Adriano então contou à sua esposa seu desejo de ser proclamado deus e a recusa dos astrônomos e filósofos do palácio em atendê-lo; ademais, ele não tinha resposta para os seus argumentos.

Quando a esperta mulher escutou suas palavras, compreendeu que seria preciso fornecer-lhe uma prova mais convincente, a fim de que ele compreendesse a impossibilidade daquele pedido. Disse então:

"Ora, penso que os teus astrólogos e filósofos são grandes tolos e não sábios. A única coisa que impede de te tornares um deus é a tua dívida. Um deus não pode dever nada a ninguém."
"Minha dívida!" exclamou Adriano espantado. "Diga-me qual é! Certamente possuo meios para pagar qualquer dívida!"

"Tudo o que tens a fazer, meu amado marido, é devolver o penhor que o teu Criador te confiou."
"Que penhor?" perguntou atônito o imperador.
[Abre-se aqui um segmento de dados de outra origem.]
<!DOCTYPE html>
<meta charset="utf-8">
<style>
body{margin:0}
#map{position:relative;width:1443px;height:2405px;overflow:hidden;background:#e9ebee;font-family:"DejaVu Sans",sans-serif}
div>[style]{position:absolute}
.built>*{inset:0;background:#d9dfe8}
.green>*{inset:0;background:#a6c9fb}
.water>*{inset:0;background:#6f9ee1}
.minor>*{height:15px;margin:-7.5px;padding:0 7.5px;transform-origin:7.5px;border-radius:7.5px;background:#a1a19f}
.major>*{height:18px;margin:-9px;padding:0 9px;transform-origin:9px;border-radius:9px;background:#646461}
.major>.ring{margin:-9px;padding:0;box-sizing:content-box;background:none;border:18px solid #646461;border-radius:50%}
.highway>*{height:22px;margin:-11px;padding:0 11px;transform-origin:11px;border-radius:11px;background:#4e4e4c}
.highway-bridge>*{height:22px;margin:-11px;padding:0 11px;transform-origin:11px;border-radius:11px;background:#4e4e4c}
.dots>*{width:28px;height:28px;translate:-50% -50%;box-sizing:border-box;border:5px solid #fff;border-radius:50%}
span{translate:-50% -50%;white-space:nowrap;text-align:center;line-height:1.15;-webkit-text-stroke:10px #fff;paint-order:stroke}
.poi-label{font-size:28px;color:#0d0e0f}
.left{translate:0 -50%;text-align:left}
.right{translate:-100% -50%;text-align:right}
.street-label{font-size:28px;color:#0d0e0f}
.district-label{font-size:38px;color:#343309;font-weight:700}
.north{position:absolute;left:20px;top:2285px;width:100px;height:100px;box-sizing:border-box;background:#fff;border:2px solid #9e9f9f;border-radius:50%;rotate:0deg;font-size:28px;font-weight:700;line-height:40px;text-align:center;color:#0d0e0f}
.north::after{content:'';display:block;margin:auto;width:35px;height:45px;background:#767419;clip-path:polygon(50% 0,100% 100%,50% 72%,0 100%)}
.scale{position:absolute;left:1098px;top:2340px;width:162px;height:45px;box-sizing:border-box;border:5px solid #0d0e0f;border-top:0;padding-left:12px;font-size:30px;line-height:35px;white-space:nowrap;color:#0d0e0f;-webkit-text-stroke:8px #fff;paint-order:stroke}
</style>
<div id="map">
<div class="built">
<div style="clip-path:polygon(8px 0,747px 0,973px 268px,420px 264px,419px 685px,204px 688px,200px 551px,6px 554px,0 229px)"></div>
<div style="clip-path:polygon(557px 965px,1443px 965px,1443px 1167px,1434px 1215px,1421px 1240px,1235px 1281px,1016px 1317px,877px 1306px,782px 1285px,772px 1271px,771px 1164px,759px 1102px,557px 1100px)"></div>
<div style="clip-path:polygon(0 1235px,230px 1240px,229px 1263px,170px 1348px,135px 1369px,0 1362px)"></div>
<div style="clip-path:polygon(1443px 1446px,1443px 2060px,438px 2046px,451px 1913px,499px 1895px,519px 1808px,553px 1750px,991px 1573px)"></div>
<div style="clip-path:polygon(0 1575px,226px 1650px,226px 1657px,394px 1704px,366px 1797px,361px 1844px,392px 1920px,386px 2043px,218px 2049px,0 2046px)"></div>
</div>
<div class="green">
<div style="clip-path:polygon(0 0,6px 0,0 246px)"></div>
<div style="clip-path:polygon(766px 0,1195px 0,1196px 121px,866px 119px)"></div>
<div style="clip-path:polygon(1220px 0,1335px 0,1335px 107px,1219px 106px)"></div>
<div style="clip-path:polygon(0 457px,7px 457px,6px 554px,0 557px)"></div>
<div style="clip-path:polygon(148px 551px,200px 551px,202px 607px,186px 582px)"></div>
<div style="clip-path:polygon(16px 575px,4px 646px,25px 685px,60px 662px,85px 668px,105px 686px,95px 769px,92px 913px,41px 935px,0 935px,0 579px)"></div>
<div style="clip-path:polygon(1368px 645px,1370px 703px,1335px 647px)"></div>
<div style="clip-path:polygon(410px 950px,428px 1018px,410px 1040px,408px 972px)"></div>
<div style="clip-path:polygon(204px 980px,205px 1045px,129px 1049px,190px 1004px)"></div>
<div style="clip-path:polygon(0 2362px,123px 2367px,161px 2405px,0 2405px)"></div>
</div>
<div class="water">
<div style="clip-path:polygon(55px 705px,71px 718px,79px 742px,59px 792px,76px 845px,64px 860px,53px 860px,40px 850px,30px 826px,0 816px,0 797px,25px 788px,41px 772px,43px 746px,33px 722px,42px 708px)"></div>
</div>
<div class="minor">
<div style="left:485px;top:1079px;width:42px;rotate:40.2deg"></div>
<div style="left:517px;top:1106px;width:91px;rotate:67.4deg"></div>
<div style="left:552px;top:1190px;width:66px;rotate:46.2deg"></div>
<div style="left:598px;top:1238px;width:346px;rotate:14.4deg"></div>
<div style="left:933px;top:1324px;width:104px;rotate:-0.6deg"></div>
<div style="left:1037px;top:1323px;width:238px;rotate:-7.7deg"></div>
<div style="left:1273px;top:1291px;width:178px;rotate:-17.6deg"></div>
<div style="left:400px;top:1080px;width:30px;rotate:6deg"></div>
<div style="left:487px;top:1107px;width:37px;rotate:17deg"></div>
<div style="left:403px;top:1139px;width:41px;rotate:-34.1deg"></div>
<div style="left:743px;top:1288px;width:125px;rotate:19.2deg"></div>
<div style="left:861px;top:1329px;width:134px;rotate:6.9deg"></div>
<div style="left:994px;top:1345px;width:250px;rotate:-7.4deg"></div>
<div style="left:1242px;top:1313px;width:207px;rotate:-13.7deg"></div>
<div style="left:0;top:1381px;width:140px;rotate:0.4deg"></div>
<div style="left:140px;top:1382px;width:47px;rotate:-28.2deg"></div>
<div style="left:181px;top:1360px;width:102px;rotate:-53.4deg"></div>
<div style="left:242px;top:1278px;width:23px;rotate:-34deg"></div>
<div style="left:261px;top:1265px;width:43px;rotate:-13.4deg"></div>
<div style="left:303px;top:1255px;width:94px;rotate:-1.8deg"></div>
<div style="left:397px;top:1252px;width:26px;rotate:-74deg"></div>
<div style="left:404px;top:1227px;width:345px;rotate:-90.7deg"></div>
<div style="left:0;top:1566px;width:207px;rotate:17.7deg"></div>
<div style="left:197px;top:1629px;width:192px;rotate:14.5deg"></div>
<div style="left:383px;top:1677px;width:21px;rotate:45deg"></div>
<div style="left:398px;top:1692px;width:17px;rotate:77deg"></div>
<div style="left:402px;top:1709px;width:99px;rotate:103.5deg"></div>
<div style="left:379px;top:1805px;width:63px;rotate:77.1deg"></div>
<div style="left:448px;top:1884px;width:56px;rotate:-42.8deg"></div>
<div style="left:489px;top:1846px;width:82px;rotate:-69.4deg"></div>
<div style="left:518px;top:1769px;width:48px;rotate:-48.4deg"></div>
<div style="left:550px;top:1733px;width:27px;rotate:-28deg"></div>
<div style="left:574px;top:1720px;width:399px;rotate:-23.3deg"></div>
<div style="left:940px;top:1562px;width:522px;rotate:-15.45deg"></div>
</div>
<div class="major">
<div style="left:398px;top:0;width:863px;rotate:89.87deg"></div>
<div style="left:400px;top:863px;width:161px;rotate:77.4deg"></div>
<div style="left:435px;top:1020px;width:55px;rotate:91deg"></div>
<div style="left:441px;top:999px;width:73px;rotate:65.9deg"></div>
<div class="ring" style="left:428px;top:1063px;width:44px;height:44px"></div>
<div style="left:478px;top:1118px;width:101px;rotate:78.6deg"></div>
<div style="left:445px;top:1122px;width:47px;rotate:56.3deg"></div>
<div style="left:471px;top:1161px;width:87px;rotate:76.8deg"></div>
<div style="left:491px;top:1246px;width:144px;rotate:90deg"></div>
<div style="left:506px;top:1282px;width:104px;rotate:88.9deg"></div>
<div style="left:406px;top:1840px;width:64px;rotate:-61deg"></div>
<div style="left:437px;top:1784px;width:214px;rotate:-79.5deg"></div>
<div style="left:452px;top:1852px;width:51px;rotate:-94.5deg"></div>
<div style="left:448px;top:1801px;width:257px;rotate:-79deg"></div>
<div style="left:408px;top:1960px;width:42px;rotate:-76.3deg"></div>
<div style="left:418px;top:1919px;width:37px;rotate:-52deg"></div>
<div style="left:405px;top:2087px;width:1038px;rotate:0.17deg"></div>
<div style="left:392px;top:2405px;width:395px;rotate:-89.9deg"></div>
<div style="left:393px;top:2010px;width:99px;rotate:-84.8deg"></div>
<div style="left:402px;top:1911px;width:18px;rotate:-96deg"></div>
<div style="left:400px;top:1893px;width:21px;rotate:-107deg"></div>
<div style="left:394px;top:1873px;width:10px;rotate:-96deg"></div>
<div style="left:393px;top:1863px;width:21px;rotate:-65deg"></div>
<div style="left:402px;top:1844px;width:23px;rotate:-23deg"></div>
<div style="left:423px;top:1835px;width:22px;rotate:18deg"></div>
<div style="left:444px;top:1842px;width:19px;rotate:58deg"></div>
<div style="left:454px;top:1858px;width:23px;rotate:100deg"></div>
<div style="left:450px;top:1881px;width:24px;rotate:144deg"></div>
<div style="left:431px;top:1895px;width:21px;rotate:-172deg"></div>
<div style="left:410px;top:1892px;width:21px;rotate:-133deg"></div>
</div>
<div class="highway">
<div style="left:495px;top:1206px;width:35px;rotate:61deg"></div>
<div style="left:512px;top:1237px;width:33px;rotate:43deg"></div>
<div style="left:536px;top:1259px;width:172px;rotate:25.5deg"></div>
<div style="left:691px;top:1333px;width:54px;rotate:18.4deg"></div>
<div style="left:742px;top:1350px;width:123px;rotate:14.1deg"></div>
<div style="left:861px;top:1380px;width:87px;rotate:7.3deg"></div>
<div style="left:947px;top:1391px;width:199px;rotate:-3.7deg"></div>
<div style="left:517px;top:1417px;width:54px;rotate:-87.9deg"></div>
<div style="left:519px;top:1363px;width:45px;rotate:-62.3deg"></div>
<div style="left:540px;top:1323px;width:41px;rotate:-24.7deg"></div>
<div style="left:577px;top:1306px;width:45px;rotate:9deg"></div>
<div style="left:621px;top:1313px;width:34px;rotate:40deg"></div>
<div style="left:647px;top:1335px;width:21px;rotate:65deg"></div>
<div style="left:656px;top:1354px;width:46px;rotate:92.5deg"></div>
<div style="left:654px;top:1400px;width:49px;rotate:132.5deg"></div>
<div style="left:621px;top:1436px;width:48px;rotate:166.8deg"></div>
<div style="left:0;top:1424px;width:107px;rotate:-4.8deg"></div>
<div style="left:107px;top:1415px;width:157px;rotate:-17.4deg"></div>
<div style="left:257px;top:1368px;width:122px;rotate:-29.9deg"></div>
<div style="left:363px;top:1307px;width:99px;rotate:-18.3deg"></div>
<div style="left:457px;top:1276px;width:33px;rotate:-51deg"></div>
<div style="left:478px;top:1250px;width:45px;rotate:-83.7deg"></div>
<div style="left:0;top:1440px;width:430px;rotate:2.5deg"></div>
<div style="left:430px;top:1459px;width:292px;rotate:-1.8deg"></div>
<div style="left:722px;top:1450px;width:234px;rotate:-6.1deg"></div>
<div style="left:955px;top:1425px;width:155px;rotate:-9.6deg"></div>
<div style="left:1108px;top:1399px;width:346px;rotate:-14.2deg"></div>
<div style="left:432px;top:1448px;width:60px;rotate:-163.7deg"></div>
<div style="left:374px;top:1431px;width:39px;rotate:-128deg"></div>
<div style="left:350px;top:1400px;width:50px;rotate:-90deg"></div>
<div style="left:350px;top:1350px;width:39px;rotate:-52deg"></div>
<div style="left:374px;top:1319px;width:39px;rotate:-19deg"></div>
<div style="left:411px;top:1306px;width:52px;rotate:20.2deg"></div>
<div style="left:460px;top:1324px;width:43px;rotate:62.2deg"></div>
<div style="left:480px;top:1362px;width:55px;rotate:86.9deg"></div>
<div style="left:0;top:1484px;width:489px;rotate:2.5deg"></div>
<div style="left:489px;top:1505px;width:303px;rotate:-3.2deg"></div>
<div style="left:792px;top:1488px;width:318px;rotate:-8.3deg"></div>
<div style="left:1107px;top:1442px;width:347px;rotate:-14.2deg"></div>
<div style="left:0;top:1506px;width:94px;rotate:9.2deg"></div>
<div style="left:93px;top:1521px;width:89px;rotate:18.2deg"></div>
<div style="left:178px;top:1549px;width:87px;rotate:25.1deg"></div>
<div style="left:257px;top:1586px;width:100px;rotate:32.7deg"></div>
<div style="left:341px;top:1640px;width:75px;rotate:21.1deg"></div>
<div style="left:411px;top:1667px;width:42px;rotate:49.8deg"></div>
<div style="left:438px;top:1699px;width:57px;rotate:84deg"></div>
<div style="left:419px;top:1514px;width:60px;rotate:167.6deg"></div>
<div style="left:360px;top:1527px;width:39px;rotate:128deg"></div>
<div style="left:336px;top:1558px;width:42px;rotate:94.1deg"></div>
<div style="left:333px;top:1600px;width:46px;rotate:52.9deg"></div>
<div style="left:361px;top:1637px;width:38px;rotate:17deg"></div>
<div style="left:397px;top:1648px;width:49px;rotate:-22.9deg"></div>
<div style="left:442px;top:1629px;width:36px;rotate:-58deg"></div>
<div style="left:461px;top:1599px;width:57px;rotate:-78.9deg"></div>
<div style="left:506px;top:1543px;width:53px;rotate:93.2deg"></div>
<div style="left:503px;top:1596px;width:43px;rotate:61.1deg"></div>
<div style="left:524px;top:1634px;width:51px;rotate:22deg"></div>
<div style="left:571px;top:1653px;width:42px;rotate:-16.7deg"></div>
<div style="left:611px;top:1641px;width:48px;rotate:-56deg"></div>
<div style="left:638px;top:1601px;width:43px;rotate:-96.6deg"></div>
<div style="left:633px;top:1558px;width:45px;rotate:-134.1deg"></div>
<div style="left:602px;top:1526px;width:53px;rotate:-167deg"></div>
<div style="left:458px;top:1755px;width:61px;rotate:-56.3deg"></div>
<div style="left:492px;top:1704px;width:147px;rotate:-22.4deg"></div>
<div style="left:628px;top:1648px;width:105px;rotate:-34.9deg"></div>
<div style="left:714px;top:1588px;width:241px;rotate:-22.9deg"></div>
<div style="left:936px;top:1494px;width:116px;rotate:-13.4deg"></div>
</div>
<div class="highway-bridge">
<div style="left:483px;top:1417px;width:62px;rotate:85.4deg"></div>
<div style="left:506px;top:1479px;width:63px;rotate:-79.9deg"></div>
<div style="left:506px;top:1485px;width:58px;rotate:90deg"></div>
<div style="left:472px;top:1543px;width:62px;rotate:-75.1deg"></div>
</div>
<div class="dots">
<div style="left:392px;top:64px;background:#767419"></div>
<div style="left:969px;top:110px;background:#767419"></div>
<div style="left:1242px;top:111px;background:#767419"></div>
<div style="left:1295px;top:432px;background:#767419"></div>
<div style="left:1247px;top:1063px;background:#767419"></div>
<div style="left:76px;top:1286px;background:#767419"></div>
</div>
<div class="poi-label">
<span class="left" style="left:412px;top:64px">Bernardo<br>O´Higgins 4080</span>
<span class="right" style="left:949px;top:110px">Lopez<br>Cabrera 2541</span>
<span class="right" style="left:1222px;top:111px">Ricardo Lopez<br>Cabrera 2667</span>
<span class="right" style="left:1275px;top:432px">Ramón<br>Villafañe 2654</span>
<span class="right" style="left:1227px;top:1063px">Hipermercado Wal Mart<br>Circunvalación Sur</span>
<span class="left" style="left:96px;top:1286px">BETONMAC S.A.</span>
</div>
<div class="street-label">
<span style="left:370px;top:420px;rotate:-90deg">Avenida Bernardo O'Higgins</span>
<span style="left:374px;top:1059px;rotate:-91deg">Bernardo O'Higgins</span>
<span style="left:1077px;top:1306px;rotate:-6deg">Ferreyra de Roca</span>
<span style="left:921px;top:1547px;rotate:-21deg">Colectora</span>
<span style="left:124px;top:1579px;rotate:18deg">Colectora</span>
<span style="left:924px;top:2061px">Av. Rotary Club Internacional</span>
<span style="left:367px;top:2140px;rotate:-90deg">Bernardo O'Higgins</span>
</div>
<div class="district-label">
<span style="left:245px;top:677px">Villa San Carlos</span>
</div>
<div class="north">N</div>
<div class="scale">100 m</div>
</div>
"Bem, D’us te deu uma alma para cuidar e guardar enquanto estiveres vivo."

"Mas mulher, como podes sugerir algo tão tolo? Tu, que és a mais bela e inteligente esposa que qualquer homem já teve! Se eu devolvesse minha alma, certamente morreria!"

"Neste caso," lamentou a imperatriz, "se não és de fato dono da tua alma, então és um mortal como todos nós. Que pena!"